Lastly, I've left my personal emotions to this very end. I don't think I'm living happily at all, especially I should confess that I've thought of experiencing the excitement of flying off the moving windscreen whenever I think about family problems and such. My cynicism is growing, and I'm more convinced now that unconditional love is a luxury beyond my reach. I hated the abuse when I was young, but now it makes no difference with the amount of hypocrisy from my parents. I've only told my best friend what happened since dirty linen should not be washed in public.
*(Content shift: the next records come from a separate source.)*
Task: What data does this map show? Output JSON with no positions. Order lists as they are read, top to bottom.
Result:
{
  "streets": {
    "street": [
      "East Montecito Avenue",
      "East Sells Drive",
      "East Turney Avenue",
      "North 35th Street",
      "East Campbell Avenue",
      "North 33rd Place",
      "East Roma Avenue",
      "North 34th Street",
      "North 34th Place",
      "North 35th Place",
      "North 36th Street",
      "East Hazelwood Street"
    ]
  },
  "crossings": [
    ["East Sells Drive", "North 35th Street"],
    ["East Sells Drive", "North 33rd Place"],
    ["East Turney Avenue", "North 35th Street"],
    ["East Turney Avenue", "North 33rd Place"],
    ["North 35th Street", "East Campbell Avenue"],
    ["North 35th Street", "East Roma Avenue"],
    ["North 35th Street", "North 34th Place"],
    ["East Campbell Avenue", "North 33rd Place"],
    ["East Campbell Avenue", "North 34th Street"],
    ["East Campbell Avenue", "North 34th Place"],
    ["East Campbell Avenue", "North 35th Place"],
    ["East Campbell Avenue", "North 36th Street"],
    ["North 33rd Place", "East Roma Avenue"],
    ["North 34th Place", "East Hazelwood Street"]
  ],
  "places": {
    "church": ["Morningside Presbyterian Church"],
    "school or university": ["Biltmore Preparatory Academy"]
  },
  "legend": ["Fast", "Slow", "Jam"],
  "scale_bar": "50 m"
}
Therefore, I've also never shared my success and sadness with anyone before; the sorrow I felt when leaving HC, the achievement when I finally played solo for NJCO in its first public concert, when I conquered lies in NS and when I lived out my bittersweet success in SMU. It is indeed a sad and lonely world out there, at least for me. But I still believe in reaching the light at the end of the tunnel, to become the beacon of light for youths.
It is in my sincerest wish to become a student of students, and a teacher of teachers for the future troubled youths.